EXTRACTED ENTRIES:
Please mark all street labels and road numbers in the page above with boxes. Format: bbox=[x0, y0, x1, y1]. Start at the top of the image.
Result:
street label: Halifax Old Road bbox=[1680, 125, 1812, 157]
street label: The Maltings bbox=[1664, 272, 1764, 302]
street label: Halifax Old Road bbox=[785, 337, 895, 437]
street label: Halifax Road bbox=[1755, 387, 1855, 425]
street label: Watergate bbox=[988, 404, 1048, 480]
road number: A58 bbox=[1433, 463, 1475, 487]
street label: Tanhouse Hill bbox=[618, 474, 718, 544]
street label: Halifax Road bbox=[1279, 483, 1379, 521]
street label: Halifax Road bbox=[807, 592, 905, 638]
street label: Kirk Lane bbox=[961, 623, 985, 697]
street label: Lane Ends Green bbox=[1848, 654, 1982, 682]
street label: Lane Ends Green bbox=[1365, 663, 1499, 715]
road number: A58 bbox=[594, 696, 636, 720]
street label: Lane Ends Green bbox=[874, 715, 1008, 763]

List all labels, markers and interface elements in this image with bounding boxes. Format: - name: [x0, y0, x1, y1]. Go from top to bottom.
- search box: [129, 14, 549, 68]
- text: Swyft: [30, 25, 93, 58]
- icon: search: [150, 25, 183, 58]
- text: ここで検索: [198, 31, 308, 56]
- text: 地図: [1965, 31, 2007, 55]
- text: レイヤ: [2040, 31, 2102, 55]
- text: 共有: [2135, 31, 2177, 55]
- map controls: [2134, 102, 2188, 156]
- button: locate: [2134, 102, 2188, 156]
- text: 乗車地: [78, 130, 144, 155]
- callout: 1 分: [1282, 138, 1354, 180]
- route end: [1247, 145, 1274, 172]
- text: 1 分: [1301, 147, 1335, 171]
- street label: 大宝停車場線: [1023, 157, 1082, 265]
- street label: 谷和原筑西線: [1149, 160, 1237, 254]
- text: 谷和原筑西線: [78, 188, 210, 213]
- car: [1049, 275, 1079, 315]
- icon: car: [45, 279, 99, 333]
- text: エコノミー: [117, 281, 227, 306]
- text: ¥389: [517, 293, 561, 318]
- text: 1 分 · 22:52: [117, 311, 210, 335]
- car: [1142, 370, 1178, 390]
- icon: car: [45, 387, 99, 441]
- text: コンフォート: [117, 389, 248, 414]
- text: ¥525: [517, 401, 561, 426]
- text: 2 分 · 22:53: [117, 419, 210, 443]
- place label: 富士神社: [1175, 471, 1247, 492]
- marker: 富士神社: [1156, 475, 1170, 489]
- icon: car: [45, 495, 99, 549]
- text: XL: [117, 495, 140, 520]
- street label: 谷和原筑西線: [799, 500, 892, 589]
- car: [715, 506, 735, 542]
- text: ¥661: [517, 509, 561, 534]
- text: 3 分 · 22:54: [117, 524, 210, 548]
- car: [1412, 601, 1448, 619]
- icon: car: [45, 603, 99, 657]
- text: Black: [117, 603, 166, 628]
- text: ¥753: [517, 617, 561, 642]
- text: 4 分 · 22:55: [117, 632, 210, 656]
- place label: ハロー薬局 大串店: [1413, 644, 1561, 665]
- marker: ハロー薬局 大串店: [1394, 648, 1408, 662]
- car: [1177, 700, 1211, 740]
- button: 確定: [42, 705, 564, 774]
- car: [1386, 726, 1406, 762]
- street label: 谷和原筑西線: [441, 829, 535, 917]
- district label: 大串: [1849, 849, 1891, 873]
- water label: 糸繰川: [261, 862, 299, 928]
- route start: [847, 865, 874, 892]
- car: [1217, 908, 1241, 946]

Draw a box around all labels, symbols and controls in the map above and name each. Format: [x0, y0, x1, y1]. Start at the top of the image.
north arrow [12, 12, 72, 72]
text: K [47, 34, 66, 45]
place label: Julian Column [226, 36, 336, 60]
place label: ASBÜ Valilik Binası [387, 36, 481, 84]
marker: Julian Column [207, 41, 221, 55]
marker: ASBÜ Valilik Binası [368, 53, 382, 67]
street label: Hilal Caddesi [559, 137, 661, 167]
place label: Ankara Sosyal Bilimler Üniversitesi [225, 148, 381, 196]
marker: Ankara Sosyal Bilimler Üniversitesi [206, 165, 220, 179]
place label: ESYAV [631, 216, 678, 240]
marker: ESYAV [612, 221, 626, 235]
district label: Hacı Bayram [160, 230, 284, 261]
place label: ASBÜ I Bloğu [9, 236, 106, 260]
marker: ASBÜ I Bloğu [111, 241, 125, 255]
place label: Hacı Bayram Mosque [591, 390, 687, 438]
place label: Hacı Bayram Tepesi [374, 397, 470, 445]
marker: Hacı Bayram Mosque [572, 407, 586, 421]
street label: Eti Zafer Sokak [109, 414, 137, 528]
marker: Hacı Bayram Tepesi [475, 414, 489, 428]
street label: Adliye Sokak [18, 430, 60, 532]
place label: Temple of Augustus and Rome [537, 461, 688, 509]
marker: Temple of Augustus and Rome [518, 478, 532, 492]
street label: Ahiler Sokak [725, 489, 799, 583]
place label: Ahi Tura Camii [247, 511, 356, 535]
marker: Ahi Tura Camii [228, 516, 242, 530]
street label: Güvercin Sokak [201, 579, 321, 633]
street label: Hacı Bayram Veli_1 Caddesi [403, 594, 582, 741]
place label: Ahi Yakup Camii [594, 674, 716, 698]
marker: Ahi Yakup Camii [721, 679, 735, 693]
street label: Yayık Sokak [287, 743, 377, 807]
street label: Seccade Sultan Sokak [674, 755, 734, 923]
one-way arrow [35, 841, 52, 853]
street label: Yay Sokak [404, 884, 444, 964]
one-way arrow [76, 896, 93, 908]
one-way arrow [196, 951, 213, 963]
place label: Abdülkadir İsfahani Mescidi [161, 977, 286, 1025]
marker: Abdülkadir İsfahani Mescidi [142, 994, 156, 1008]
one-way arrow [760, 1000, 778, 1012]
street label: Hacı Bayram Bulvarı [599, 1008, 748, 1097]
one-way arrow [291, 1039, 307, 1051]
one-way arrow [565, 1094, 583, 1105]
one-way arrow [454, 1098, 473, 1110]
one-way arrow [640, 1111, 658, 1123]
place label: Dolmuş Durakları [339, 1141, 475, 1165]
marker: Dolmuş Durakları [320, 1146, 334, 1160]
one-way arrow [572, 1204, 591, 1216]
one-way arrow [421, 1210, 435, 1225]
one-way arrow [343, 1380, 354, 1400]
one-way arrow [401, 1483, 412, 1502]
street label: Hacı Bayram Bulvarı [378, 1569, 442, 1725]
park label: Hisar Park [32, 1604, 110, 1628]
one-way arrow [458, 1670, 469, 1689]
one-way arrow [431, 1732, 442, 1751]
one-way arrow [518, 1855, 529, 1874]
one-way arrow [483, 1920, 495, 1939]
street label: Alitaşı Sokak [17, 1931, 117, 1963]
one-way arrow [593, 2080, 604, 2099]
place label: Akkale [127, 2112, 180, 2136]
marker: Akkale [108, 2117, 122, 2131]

WORK ORDER: The answer consists of the lines above that include the word "with", each copied exactly.

WRITTEN ANSWER:
Please mark all street labels and road numbers in the page above with boxes. Format: bbox=[x0, y0, x1, y1]. Start at the top of the image.
List all labels, markers and interface elements in this image with bounding boxes. Format: - name: [x0, y0, x1, y1]. Go from top to bottom.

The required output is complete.